As previously announced last May, Apple?s retail boss, Angela Ahrendts, participated in an interview at the annual advertising festival Cannes Lions, which takes place this week in France.

As usual, the chat was conducted by another Ma executive Tor Myhren, vice president of communications and marketing for the company.

Thank you creative community that joined us at #CannesLions today to learn about #TodayatApple and how our retail experience inspires learning, unleashes creativity and encourages human connection.

During the interview, Ahrendts commented on what it was like to join Apple after a request made by the company's CEO, Tim Cook. Before working for Ma, in 2013, the executive was executive director of Burberry, a British clothing, luxury accessory and cosmetics brand.

It was funny. I struggled with myself not to join Apple, because I thought I already had the best job on the planet and that we were doing great. The culture we build and Burberry's team values ??are so brilliant. But Tim kept saying "trust me, trust me".

Regarding physical stores and the user experience at the time of purchase, Ahrendts made an analysis of what has been happening with Apple in recent years and said that the future is not so negative for retailers. According to the executive, most purchases, in fact, made over the internet; however, many customers go to physical stores to finalize and search for products they have purchased online.
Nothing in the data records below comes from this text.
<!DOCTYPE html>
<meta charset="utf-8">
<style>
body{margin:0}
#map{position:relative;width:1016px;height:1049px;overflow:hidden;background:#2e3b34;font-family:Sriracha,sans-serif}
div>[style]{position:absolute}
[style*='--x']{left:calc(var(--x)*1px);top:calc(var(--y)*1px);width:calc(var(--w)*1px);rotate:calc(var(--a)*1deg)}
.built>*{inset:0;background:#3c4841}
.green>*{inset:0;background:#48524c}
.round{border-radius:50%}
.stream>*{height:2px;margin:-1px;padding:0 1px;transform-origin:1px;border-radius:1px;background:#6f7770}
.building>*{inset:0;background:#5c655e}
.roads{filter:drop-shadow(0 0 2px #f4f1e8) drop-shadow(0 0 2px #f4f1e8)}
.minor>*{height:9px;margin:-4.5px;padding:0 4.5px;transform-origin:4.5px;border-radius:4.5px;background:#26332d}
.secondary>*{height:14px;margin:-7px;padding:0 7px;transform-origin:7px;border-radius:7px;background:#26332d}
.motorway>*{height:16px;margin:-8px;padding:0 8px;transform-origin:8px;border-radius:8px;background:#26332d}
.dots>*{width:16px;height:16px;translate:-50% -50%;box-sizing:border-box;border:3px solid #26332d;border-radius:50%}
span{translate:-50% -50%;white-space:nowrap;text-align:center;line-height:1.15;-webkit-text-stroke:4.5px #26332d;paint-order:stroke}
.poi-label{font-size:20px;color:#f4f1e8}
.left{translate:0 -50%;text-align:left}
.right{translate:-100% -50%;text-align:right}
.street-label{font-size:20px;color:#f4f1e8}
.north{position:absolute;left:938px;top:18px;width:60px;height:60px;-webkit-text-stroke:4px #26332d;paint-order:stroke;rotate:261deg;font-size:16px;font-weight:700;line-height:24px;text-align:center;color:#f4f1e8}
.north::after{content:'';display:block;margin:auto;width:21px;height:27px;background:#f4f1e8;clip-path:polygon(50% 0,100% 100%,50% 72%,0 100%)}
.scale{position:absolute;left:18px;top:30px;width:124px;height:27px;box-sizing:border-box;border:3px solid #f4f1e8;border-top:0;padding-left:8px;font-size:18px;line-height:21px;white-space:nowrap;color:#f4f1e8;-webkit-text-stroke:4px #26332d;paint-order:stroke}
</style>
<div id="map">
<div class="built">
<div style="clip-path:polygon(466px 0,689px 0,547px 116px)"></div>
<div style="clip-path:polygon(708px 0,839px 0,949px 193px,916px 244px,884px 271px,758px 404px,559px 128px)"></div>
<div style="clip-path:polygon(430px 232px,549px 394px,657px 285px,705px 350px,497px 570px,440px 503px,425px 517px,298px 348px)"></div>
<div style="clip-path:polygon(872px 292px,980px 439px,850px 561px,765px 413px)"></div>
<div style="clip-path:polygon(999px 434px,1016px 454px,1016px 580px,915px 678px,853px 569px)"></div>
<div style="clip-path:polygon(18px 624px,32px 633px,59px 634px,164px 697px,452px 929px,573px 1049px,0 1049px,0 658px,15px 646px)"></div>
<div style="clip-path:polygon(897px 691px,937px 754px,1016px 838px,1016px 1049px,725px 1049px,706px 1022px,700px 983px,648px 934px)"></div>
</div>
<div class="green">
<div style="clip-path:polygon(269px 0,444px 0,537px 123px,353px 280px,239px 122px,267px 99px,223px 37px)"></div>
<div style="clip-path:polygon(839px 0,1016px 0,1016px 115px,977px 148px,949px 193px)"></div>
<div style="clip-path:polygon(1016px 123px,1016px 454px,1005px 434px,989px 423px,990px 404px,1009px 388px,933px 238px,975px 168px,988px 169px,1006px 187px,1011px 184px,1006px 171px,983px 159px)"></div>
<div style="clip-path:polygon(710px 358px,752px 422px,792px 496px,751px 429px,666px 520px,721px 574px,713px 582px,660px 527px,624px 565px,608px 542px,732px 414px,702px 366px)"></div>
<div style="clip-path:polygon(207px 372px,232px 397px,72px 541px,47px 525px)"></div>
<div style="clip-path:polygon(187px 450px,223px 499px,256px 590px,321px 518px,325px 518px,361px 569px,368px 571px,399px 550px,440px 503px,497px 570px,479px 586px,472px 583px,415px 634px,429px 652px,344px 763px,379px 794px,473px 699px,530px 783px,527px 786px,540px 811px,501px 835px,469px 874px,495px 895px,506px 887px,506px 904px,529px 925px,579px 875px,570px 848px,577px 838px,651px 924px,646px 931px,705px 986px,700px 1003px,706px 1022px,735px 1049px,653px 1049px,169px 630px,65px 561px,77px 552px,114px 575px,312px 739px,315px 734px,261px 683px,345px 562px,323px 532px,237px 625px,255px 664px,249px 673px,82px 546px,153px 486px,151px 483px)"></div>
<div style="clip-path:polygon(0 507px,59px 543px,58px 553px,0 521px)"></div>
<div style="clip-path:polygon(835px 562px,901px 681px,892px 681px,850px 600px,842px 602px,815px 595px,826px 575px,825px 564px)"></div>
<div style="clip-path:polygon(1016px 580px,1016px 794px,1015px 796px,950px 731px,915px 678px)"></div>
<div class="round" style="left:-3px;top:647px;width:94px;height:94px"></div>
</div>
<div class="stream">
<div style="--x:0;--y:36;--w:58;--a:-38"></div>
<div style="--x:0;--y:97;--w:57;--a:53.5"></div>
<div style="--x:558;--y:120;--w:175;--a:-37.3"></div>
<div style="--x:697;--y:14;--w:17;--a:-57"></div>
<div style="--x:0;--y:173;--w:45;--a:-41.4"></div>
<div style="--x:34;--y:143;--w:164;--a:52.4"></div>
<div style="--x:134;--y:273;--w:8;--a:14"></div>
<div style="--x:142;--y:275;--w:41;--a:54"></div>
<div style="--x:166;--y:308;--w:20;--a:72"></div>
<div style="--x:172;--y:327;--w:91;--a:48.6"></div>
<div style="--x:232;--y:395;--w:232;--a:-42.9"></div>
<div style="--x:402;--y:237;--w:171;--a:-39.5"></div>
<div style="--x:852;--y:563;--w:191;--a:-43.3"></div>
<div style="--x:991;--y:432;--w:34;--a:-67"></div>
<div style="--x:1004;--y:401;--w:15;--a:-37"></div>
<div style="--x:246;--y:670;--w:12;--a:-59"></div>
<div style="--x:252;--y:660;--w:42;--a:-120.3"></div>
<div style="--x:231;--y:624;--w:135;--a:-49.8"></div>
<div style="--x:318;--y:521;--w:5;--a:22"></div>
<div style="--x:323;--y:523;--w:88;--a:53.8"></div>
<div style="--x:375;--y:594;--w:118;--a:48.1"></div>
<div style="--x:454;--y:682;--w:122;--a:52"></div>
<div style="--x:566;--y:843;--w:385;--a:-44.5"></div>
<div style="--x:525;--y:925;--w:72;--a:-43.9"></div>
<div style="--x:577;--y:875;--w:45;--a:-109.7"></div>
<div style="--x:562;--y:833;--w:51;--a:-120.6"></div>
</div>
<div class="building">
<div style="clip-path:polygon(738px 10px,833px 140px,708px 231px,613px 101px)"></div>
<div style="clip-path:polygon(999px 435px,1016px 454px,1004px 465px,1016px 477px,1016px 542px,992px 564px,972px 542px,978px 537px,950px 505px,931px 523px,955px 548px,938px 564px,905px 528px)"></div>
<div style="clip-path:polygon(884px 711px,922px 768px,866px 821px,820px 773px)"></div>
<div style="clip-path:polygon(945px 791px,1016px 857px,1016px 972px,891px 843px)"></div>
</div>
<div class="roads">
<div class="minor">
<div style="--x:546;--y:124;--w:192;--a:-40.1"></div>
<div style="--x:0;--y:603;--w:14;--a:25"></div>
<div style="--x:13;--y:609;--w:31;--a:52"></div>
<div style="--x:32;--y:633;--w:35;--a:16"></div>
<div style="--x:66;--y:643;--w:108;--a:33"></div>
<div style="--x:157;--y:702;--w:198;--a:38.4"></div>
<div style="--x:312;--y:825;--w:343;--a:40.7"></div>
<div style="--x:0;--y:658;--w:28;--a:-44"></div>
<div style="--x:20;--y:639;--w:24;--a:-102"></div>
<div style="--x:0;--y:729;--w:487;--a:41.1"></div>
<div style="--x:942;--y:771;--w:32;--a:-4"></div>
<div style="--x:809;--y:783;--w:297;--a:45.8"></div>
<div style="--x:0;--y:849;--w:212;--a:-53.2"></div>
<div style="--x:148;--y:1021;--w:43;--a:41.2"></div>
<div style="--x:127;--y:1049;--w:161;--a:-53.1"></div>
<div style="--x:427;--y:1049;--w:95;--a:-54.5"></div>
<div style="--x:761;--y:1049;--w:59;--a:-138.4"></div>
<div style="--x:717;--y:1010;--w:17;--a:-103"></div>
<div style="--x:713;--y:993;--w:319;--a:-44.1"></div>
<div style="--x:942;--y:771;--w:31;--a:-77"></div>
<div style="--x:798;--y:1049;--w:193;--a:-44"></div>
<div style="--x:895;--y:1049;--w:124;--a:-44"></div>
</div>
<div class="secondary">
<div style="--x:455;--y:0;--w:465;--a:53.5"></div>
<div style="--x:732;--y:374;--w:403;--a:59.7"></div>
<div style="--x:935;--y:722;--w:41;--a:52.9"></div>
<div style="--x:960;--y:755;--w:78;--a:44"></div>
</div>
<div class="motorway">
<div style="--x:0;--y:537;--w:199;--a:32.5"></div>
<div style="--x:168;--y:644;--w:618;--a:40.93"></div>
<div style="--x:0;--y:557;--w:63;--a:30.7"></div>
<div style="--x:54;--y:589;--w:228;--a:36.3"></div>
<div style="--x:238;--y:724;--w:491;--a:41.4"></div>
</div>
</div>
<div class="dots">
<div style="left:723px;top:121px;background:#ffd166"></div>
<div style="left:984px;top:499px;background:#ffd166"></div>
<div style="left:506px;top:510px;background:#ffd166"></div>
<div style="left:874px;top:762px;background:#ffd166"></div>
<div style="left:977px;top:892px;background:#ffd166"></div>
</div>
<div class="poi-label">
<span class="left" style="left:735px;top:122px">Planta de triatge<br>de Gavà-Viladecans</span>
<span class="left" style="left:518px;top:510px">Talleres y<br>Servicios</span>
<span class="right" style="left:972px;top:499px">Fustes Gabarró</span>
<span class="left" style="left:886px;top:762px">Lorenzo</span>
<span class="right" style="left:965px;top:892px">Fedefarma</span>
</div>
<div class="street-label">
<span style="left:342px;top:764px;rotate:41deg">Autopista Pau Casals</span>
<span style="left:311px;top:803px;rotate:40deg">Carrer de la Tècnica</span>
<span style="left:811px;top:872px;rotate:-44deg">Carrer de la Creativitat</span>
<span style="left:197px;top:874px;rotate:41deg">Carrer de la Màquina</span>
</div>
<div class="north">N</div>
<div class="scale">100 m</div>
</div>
In the next five years, 75% of people will go shopping online, to view and know what they want to buy. However, 75% of business will still be done in physical stores.

Because of this, Ahrendts explained that "retail is not leaving" or "dying", but will have to evolve over time. The executive added:

I think that retail has to serve a greater purpose than just selling.

In the meantime, Apple is already working so that the physical environments of its stores have maximum comfort and technology. In addition to providing involvement and interactivity with your customers as the sessions of the Today at Apple, held in Ma stores around the world.

At another point in the conversation, Ahrendts said that Apple is part of a branch of commerce in which human beings are the priority. She emphasized that the company thinks business from a human approach, and that the Cupertino giant's job is to humanize technologies. An example of this is the workshops offered by the program Apple Camp, in which children learn how to work artfully with technology, among other activities.